As can be observed in Figure 1, the pH intervals ranged from 5.5–6 to 8–9, and the results are coincident, in that the neutral H₂S appears as the fastest reactive species. Furthermore, in the alkaline region, where HS⁻ is the most abundant species, the reaction rate seems negligible for all the cases reported. This has been assessed for the case of metmyoglobin, where the intrinsic rate constants (k_int) for H₂S and HS⁻ have been estimated retrieving a seemingly null value for the k_int (HS⁻) (8, 29). It is relevant to address that the pH intervals explored are compromised with the exclusion of other pH-dependent events, affecting the binding within the protein matrices.

According to the above results, it might be tempting to assume that only the neutral H₂S is active for the binding interaction, while the anion HS⁻ appears as almost inert. To address the issue, a similar experiment using the heme model microperoxidase 11, where the active site is solvent exposed, reveals instead that the anion HS⁻ is the fastest to bind the ferric heme (Fig. 1), and that the binding of H₂S is also significant, although with a lower intrinsic binding constant. An interpretation at the molecular level of the events describing these results has been attained computationally and is included in the next section (7, 8).

The results suggest that the discriminated behavior of H₂S and HS⁻ toward ferric heme iron in aqueous solutions cannot be extrapolated either from the observations in organic media or from the analysis of k_on versus pH for hemeproteins. In contrast with the case of HCN and CN⁻, where only the anion is active as binding species regardless of the structural features of the active site and the reaction media (2, 20), for the sulfide species it is mandatory to consider a detailed analysis of the binding mechanism for each species.

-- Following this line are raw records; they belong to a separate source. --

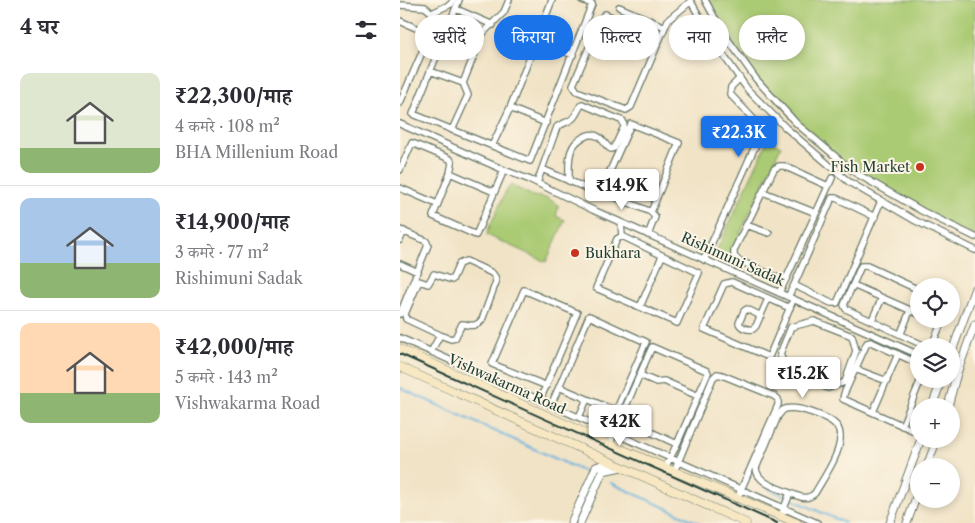 <!DOCTYPE html>
<html lang="hi">
<meta charset="utf-8">
<style>
:root{--surface:#fff;--page:#f2f2f3;--text:#2b2b33;--muted:#7c7c81;--line:#e1e1e2;--accent:#1a73e8}
body{margin:0;font-family:"Libre Caslon Text","Noto Serif Devanagari",serif;background:var(--page);color:var(--text);height:100vh;display:flex;flex-direction:column;font-size:19px;white-space:nowrap}
*{box-sizing:border-box;margin:0}
p{font-size:16px;color:var(--muted)}
.icon{flex:none;width:28px;height:28px;fill:none;stroke:currentColor;stroke-width:2;stroke-linecap:round;stroke-linejoin:round}
.map{position:relative;flex:1;overflow:hidden}
.side{display:flex;flex-direction:column;background:var(--surface);width:400px}
.side>*{flex:none}
.hud{position:absolute;left:15px;top:15px;width:475px;height:45px;display:flex;gap:10px}
.fabs{position:absolute;left:510px;top:278px;display:grid;gap:10px}
.fabs a{display:grid;place-items:center;width:50px;height:50px;border-radius:50%;background:var(--surface);box-shadow:0 2px 8px #0003;font-size:25px}
.price{position:absolute;translate:-50% -42px;padding:0 11px;border-radius:5px;background:#fff;color:#222;font-size:16px;line-height:32px;filter:drop-shadow(0 1px 2px #0008)}
.price::after{content:'';position:absolute;left:50%;top:30px;width:15px;height:11px;margin-left:-8px;background:inherit;clip-path:polygon(0 0,100% 0,50% 100%)}
.price.selected{background:var(--accent);color:#fff}
ul{padding:0;list-style:none}
li{display:flex;align-items:center;gap:15px;height:125px;padding:0 20px}
li+li{border-top:1px solid var(--line)}
li span{display:grid;place-items:center;flex:none;width:140px;height:100px;border-radius:10px;color:#555}
li>.icon{margin-inline-start:auto}
span .icon{width:60px;height:60px;fill:#fffc;stroke-width:1}
li b{font-size:21px}
h2{display:flex;justify-content:space-between;align-items:center;height:60px;padding:0 20px;font-size:21px}
.pill{padding:0 18px;border-radius:22px;background:var(--surface);box-shadow:0 2px 8px #0003;font-size:18px;line-height:45px}
.pill.selected{background:var(--accent);color:#fff}
main{display:flex;flex:1;min-height:0}
.map>svg:first-child{display:block}
.green{fill:#aaca73;stroke:#648454}
.lines{fill:none;stroke-linecap:round;stroke-linejoin:round}
.stream{stroke:#65b2de;stroke-width:2}
.minor-casing{stroke:#687767;stroke-width:8}
.tertiary-casing{stroke:#687767;stroke-width:9}
.secondary-casing{stroke:#687767;stroke-width:9}
.minor{stroke:#fff;stroke-width:5.5}
.tertiary{stroke:#fff;stroke-width:7}
.secondary{stroke:#f7e8c3;stroke-width:8}
.rail{stroke:#1f3d34;stroke-width:2}
.poi-dot{fill:#c8321e;stroke:#fcf5e5;stroke-width:2}
.labels{text-anchor:middle;stroke-width:4;stroke-linejoin:round;paint-order:stroke}
.poi-label{font-size:14px;fill:#1f3d34;stroke:#fcf5e5;text-anchor:end}
.street-label{font-size:14px;fill:#1f3d34;stroke:#fcf5e5}
</style>
<main>
<section class="side">
<h2>4 घर<svg class="icon" aria-label="filters" viewBox="0 0 24 24"><path d="M4 7h16M4 17h16"/><circle cx="9" cy="7" r="2"/><circle cx="15" cy="17" r="2"/></svg></h2>
<ul>
<li><span style="background:linear-gradient(#dfe7d0 75%,#8fb573 0)"><svg class="icon" aria-label="home" viewBox="0 0 24 24"><path d="M3 11l9-7 9 7M6 9v11h12V9"/></svg></span><div><b>₹22,300/माह</b><p>4 कमरे · 108 m²</p><p>BHA Millenium Road</p></div></li>
<li><span style="background:linear-gradient(#a9c7e8 65%,#8fb573 0)"><svg class="icon" aria-label="home" viewBox="0 0 24 24"><path d="M3 11l9-7 9 7M6 9v11h12V9"/></svg></span><div><b>₹14,900/माह</b><p>3 कमरे · 77 m²</p><p>Rishimuni Sadak</p></div></li>
<li><span style="background:linear-gradient(#ffd9b3 70%,#8fb573 0)"><svg class="icon" aria-label="home" viewBox="0 0 24 24"><path d="M3 11l9-7 9 7M6 9v11h12V9"/></svg></span><div><b>₹42,000/माह</b><p>5 कमरे · 143 m²</p><p>Vishwakarma Road</p></div></li>
</ul>
</section>
<div class="map">
<svg width="575" height="523" viewBox="0 0 575 523">
<rect width="100%" height="100%" fill="#fcf5e5"/>
<filter id="ink" filterUnits="userSpaceOnUse"><feTurbulence type="fractalNoise" baseFrequency=".02" numOctaves="2"/><feDisplacementMap in="SourceGraphic" scale="10" xChannelSelector="R" yChannelSelector="G"/><feConvolveMatrix kernelMatrix="1 2 1 2 8 2 1 2 1" color-interpolation-filters="sRGB"/></filter>
<filter id="wash" filterUnits="userSpaceOnUse"><feTurbulence type="fractalNoise" baseFrequency=".0096" numOctaves="4" result="noise"/><feDisplacementMap in="SourceGraphic" scale="20" xChannelSelector="R" yChannelSelector="G"/><feGaussianBlur stdDeviation="1.12" result="paint"/><feColorMatrix in="noise" values="0 0 0 0 0 0 0 0 0 0 0 0 0 0 0 0 0 1.4 0 .05"/><feComposite in="paint" operator="in"/></filter>
<g filter="url(#wash)">
<rect width="100%" height="100%" fill="#f1e3c6"/>
<!-- green -->
<path class="green" d="M305 0H575V237L518 209 447 167 411 136 363 87 327 39Z
M368 140 381 146 328 260 315 254Z
M111 185 133 196 147 198 159 205 156 216 165 220 146 262 87 235 88 230 106 191Z"/>
<g class="lines">
<!-- stream -->
<path class="stream" d="M0 388 185 472
M211 483 299 523
M369 489 445 523"/>
</g>
</g>
<g filter="url(#ink)">
<g class="lines">
<defs>
<path id="minor" d="M59 0 13 114 130 161 192 4 182 0
M290 0 314 42 348 90 386 128 449 182 516 221 575 250
M305 0 322 31 356 79 397 124 454 172 522 211 575 237
M0 5 25 7 32 13 51 4 53 0
M219 7 265 27
M56 9 93 25
M0 21 30 34 0 103
M260 39 205 14 202 17 173 85 177 91 226 110 231 107 268 20 290 2
M136 40 173 55
M30 71 63 83
M110 108 146 123
M0 124 104 170 133 181 193 210 519 355
M52 130 68 95 63 83 83 33 104 12 109 0
M92 146 110 108 152 0
M142 169 157 127C162 123 167 123 172 119 177 115 178 108 182 104L223 121 224 127 214 148 211 149C205 146 203 138 197 136 193 134 190 134 186 136 166 144 169 163 169 181
M0 170 12 143 50 159 52 163 50 173
M137 183 142 169 186 188
M428 186 384 166H379L374 169 334 250V256L338 260 378 278 387 277 432 178
M0 188 37 204
M94 192 50 173 33 216 76 235 104 170
M363 192 416 213
M221 223 222 236 299 273 277 323 196 288 217 239 222 236
M346 225 369 233
M0 230 26 241 28 245 0 314
M248 235 255 217 251 212 279 143 231 124 201 191 251 212
M0 240 4 231
M304 260 361 133 358 124 330 94 331 87 340 78
M0 264 18 272
M394 285 432 198H436L475 217
M453 285 519 314
M519 290 467 266H461L444 305 446 309 525 346 532 345 543 319
M379 293 387 277
M388 297 394 285 431 303H437L481 201
M240 307 262 256
M390 308 332 282 324 284 304 329 369 357 393 300
M361 316 347 309 344 311 339 323C341 328 348 330 353 329L356 326 368 299
M529 319 541 324
M472 320 482 298
M414 321 452 336 456 351 445 382 428 388 386 370 380 354 391 327Z
M501 333 510 311
M0 338 417 523
M31 352 40 335 51 339 55 338 62 324C71 325 75 328 82 320L96 282 95 277 92 273 66 261 59 264 52 280 34 274 28 284 19 281 5 314 6 319 40 335
M519 364 471 342 467 343 444 394 443 399 519 433
M455 369 487 381
M240 375 256 382 264 381 298 396
M140 400 177 313 124 290 92 364 147 386
M151 405 159 387
M473 412 498 354
M179 417 187 399 216 411 246 342 189 316 159 387 187 399
M502 426 521 379
M208 430 216 411
M210 444 214 433 252 347 307 371 308 373 277 444 220 418
M265 468 277 444
M274 472 313 378 317 374 322 375 374 396 378 399V405L337 499
M381 516 390 493C400 497 407 501 415 493 423 479 441 453 440 437 440 433 439 429 437 426 430 417 394 404 383 410 382 411 379 415 378 416L356 468C357 483 378 488 390 493"/>
<path id="tertiary" d="M551 354 575 288
M532 406 542 379
M548 406 557 373 575 324
M527 466 537 439
M171 523 196 467 210 462
M180 523 203 471 221 467
M490 523 521 439
M507 523 519 489"/>
<path id="secondary" d="M0 349 221 449 397 523
M0 367 346 523"/>
</defs>
<!-- minor casing -->
<use href="#minor" class="minor-casing"/>
<!-- tertiary casing -->
<use href="#tertiary" class="tertiary-casing"/>
<!-- secondary casing -->
<use href="#secondary" class="secondary-casing"/>
<!-- minor -->
<use href="#minor" class="minor"/>
<!-- tertiary -->
<use href="#tertiary" class="tertiary"/>
<!-- secondary -->
<use href="#secondary" class="secondary"/>
<!-- rail -->
<path class="rail" d="M0 354 377 523"/>
</g>
</g>
<!-- markers -->
<g class="poi-dot">
<circle cx="520" cy="167" r="5"/>
<circle cx="175" cy="253" r="5"/>
</g>
<g class="labels">
<!-- poi labels -->
<g class="poi-label">
<text x="510" y="172">Fish Market</text>
<text x="185" y="258" text-anchor="start">Bukhara</text>
</g>
<!-- street labels -->
<g class="street-label">
<text transform="translate(333 259) rotate(24)" y="5">Rishimuni Sadak</text>
<text transform="translate(107 384) rotate(24)" y="5">Vishwakarma Road</text>
</g>
</g>
</svg>
<div class="fabs">
<a><svg class="icon" aria-label="locate" viewBox="0 0 24 24"><circle cx="12" cy="12" r="6"/><path d="M12 2v4M12 18v4M2 12h4M18 12h4"/></svg></a>
<a><svg class="icon" aria-label="layers" viewBox="0 0 24 24"><path d="M12 4l9 5-9 5-9-5zM3 14l9 5 9-5"/></svg></a>
<a>+</a>
<a>−</a>
</div>
<b class="price selected" style="left:339px;top:158px">₹22.3K</b>
<b class="price" style="left:222px;top:211px">₹14.9K</b>
<b class="price" style="left:403px;top:399px">₹15.2K</b>
<b class="price" style="left:220px;top:447px">₹42K</b>
<div class="hud">
<a class="pill">खरीदें</a>
<a class="pill selected">किराया</a>
<a class="pill">फ़िल्टर</a>
<a class="pill">नया</a>
<a class="pill">फ़्लैट</a>
</div>
</div>
</main>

Distal Effects Control the Association and Dissociation of Inorganic Sulfide to Ferric Heme Compounds

The association process can be divided into two elementary steps, namely, the ligand migration from the solvent to the distal site, and the formation of the Fe^III-sulfide bond. The measurement of the rate-binding constant, k_on, encompasses both processes. An observation of the reported values of k_on for inorganic sulfide binding (Table 1) suggests a similar binding mechanism operative for the heme compounds listed, as most measurements retrieve a value ca. 10⁴ M ⁻¹s⁻¹.

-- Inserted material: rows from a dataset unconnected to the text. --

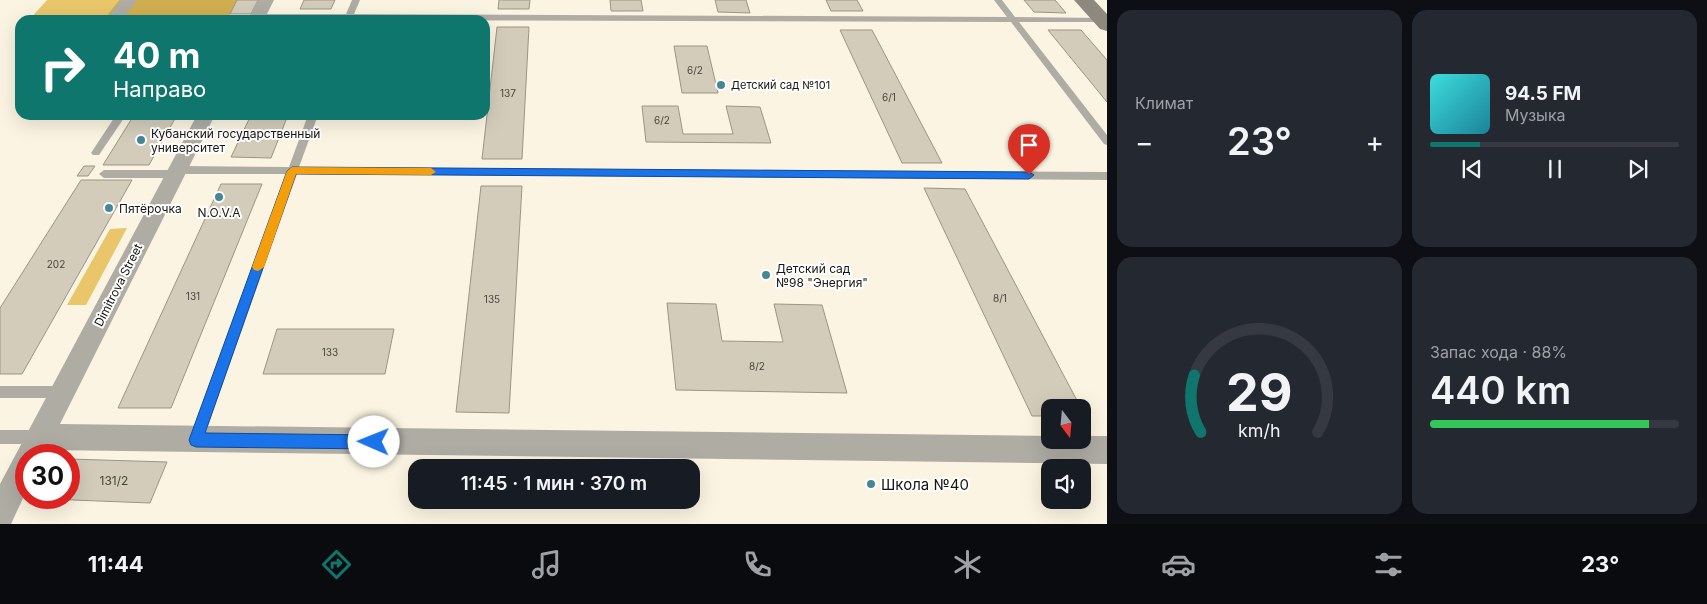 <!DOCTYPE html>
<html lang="ru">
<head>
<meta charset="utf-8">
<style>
  body { margin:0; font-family:Inter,sans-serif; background:#242831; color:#f1f3f6; height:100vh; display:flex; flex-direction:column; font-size:19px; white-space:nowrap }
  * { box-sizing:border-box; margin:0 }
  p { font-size:16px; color:#9ea1a6 }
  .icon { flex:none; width:28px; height:28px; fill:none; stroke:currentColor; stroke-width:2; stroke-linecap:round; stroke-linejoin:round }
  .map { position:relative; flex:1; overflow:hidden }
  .panel { display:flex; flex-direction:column; gap:10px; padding:10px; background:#0d0f14; width:600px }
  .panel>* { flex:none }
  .banner { position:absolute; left:15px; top:15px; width:475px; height:105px; border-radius:15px; box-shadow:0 5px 20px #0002; background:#0f766e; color:#fff; overflow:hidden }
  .needle { width:32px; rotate:164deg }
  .tools { position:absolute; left:1041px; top:399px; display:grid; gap:10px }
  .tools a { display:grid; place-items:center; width:50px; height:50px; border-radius:10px; background:#171b24; box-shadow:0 5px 20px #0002; font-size:25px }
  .speed { position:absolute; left:15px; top:444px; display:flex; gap:10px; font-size:25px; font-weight:700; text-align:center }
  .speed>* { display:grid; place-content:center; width:65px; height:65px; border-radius:50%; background:#171b24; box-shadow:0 5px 20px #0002; line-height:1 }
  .speed .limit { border:8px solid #d22; background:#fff; color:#111 }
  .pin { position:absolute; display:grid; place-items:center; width:42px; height:42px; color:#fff; margin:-51px -21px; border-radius:50% 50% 50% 0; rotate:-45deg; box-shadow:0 0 5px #0007 }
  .pin .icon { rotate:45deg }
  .me { position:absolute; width:55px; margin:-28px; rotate:271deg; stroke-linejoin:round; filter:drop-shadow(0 0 4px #0008) }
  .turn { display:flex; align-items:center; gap:18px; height:105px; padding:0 15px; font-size:22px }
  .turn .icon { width:65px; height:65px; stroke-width:2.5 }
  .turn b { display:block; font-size:35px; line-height:42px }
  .big { font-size:38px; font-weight:600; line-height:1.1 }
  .panel .tile { flex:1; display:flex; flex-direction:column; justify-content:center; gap:8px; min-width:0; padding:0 18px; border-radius:15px; background:#242831 }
  .panel .dial { align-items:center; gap:0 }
  .dial svg { height:130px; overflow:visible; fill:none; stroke:#363941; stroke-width:7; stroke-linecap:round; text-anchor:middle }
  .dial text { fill:#f1f3f6; stroke:none }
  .song { display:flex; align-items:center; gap:15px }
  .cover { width:60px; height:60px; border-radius:8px; background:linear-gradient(135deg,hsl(180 70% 55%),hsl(190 70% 35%)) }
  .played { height:5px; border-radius:2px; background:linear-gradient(90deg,#0f766e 20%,#363941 20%) }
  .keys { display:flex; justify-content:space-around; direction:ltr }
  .heat { display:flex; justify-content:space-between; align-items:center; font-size:28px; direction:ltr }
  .charge { height:8px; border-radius:4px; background:linear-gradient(90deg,#34c759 88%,#363941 0) }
  .panel .tiles { flex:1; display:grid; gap:10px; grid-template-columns:repeat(2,1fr) }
  .trip { position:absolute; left:408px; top:459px; width:292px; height:50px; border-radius:15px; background:#171b24; box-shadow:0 5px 20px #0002; font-weight:600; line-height:50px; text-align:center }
  .tab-bar { display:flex; height:80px; justify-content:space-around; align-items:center; background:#090b0e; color:#9ea1a6 }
  .tab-bar .icon { width:35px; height:35px }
  .tab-bar .active { color:#0f766e }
  .tab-bar b { font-size:22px; color:#f1f3f6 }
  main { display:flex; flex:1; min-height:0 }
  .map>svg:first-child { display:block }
  .green { fill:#eac66b }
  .forest { fill:#d1ae50 }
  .building { fill:#d3ccbb; stroke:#9b9584 }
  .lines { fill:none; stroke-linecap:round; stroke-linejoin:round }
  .lane { fill:#afaca4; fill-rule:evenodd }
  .street { fill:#afaca4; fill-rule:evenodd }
  .secondary { fill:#8d897e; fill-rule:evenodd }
  .route { fill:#1a73e8; stroke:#114b97 }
  .slow { fill:#f59e0b }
  .poi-dot { fill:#448797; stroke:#fff; stroke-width:2 }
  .labels { text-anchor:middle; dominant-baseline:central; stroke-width:4; stroke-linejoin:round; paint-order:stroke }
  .number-label { font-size:10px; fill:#47443b }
  .far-poi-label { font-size:11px; fill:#181610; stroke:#fff; text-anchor:start }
  .poi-label { font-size:12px; fill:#181610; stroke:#fff; text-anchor:start }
  .street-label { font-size:12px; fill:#181610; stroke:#fff }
  .near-number-label { font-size:12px; fill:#47443b }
  .near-poi-label { font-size:15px; fill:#181610; stroke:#fff; text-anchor:start }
</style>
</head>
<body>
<main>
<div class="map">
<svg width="1107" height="524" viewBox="0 0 1107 524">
  <rect width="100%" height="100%" fill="#fbf4e2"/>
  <g class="green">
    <path d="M47,0h72l-16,20h-74z"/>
    <path d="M127,228l-41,77h-19l43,-76z"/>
  </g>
  <path class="forest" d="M119,0h118l-10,20h-124z"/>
  <g class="building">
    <path d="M237,0h21l-7,14h-21z"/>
    <path d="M304,0h31l-4,9h-31z"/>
    <path d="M499,0h31l-1,9h-31z"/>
    <path d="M610,0h31l2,11h-32z"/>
    <path d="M715,0h31l4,13 -32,-1z"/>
    <path d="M826,0h31l6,11h-32z"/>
    <path d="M1024,0h31l11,13 -32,-1z"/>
    <path d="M497,27h32l-7,132h-40z"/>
    <path d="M840,30h32l70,133h-40z"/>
    <path d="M1048,30h33l26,30v42z"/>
    <path d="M674,46h33l11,47h-36z"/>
    <path d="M642,106h36l5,28h50l-7,-28 34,1 11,36 -125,-1z"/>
    <path d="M134,115h43l-28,50h-46z"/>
    <path d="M251,115h37l-17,43 -40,-1z"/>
    <path d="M84,166h11l-7,10h-11z"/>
    <path d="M81,180h51l-110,194h-22v-66z"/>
    <path d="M221,184h41l-91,224h-53z"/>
    <path d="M481,186h41l-13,227 -53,-1z"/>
    <path d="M924,188l41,1 116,219h-31v8h-18z"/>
    <path d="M667,303l49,1 6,37 61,1 -9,-38 48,1 25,88 -171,-3z"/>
    <path d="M277,329h117l-9,45h-122z"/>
    <path d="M69,459l98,3 -17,41 -103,-4 1,-1h21z"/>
  </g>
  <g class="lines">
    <g class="lane">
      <path d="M352,0h8l-6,14 653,3 -13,-17h8l13,17 87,1 4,2 -1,2h-86l88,113v10l-3,-1 -93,-122 -667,-2 -86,-2 -4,-2 4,-2h88z"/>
      <path d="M116,115h10l-27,40h-6l-2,-2z"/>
      <path d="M308,115h10l-19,52 808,5v8l-810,-6 -94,266 -2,5 -5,2 -5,-2 -2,-5 98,-266h-106l-1,3 -4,1h-72l-5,-4 5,-4h69l1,-3 4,-1 111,1z"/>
      <path d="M0,386h63l5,2 2,4 -2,4 -5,2h-63z"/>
      <path d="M0,430h40l5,2 2,5 -2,5 -5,2h-40z"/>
    </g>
    <g class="street">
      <path d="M121,0h16l-15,20h-16z"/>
      <path d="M258,0h16l-10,20h-16z"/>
      <path d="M197,115h18l-155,309 990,12v4h32v-4h25v28l-1060,-14 -2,5h-19v37l-15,32h-11v-40z"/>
    </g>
    <path class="secondary" d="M1074,0h20l13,14v17l-7,-2z"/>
  </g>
  <path class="route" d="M292,167l737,5 5,3 -5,4 -733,-5 -91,259 169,2 5,2 2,5 -2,5 -5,2 -178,-2 -5,-2 -2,-5 98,-269z"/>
  <path class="slow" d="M292,167l139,1 5,4 -5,3 -135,-1 -32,93 -6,4 -4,-1 -2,-3 35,-96z"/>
  <g class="poi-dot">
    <circle cx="721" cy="85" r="5"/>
    <circle cx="141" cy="140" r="5"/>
    <circle cx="219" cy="197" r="5"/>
    <circle cx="109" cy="208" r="5"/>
    <circle cx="766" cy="275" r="5"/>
    <circle cx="871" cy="484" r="5"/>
  </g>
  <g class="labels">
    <g class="number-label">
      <text x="695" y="70">6/2</text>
      <text x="508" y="93">137</text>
      <text x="889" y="97">6/1</text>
      <text x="662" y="120">6/2</text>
      <text x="56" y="264">202</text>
      <text x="193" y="296">131</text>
      <text x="1000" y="298">8/1</text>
      <text x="492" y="299">135</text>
      <text x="330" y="352">133</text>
      <text x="757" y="366">8/2</text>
    </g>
    <g class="far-poi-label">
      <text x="731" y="85">Детский сад №101</text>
    </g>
    <g class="poi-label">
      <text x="151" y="133">Кубанский государственный<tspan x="151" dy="14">университет</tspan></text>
      <text x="119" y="208">Пятёрочка</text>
      <text x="219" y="212" text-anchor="middle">N.O.V.A</text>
      <text x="776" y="268">Детский сад<tspan x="776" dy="14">№98 "Энергия"</tspan></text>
    </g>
    <g class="street-label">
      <text transform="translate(118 285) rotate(-63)">Dimitrova Street</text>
    </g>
    <g class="near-number-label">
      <text x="114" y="480">131/2</text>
    </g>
    <g class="near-poi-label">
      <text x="881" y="484">Школа №40</text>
    </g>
  </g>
</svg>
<div class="tools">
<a><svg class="needle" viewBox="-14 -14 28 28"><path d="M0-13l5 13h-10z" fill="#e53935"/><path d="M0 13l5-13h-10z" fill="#9ea1a6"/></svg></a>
<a><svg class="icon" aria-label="sound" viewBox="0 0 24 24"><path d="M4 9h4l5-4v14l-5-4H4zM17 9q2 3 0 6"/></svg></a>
</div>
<div class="speed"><div class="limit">30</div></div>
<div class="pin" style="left:1029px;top:175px;background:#d93025"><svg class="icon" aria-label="arrive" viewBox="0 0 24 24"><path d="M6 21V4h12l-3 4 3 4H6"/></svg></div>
<svg class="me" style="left:374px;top:442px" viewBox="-20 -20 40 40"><circle r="19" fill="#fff"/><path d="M0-13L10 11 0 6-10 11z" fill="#1a73e8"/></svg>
<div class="trip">11:45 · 1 мин · 370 m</div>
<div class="banner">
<div class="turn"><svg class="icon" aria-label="right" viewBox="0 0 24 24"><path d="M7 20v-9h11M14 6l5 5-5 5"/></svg><div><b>40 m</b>Направо</div></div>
</div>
</div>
<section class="panel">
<div class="tiles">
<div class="tile"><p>Климат</p>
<div class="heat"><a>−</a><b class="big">23°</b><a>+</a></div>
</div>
<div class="tile">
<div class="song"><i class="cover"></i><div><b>94.5 FM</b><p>Музыка</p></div></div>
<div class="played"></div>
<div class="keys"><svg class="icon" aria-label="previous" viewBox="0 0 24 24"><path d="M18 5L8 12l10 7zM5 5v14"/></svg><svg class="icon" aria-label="pause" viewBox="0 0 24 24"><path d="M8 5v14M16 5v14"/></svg><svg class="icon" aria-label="next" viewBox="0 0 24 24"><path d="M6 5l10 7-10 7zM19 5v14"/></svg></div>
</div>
<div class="tile dial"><svg viewBox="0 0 100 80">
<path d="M14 69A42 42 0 1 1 86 69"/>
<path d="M14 69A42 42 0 0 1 10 34" stroke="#0f766e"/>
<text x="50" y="56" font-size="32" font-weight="700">29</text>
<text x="50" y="72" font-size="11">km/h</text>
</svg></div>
<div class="tile"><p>Запас хода · 88%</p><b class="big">440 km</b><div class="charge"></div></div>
</div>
</section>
</main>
<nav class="tab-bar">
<b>11:44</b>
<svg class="icon active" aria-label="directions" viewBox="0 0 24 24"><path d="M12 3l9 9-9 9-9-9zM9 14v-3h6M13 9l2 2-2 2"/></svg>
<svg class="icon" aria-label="music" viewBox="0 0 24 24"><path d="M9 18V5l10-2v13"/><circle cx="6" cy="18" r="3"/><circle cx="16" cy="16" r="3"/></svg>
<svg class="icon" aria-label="phone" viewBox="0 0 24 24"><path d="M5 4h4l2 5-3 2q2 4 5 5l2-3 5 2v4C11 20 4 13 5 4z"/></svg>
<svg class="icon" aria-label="climate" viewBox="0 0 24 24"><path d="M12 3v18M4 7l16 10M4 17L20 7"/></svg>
<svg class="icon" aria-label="car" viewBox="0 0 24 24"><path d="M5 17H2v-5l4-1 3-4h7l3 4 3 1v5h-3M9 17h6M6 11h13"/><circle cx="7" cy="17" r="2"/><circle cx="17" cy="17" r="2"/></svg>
<svg class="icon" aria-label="filters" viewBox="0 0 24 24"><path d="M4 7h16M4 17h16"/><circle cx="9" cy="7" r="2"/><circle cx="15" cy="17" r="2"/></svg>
<b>23°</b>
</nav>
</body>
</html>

Using classical molecular dynamics (MD) simulations, it has been suggested how the distal effect interactions modulate the association rate of sulfide species to hemeproteins. Specifically, steered MD was used to evaluate the ligand migration free energy profile for H₂S and HS⁻ for the cases of met-hemoglobin (Hb)I from L. pectinata (7), and horse heart metmyoglobin(8) (Fig. 2). Altogether, these results were interpreted in terms of the high desolvation requirement of the charged HS⁻ during the migration process from the bulk to the distal cavity, responsible for the specific selectivity of these hemeproteins for the neutral H₂S. The computational evaluation for the migration step of the binding process is in agreement with the tendency of k_on as a function of pH reported for both cases (6, 8, 29, 33). Thus, MD assists the interpretation of the role of pH in the binding of sulfide species to hemeproteins, suggesting that the binding is seemingly null for the anionic form only due to its impossibility to access the binding site, and not as a consequence of a weaker reactivity. Significantly, for the case of microperoxidase 11, the absence of a protein matrix accounts for the significant reactivity of HS⁻ and H₂S, due to lack of restrictions for access to the binding site (8). The binding mechanism of the anion HS⁻ to the microperoxidase model compound, intuitively favored by its higher nucleophilicity (8), deserves further research for a proper description of the reaction mechanism.

FIG. 2.

Free energy profiles for the migration of HS⁻ (dotted lines) and H₂S (solid lines) through the E7 tunnel in metmyoglobin (filled red circles) and Hb I of L. pectinata (filled blue squares). Data extracted from Boubeta et al. (7, 8). H₂S, hydrogen sulfide; Hb, hemoglobin. Color images are available online.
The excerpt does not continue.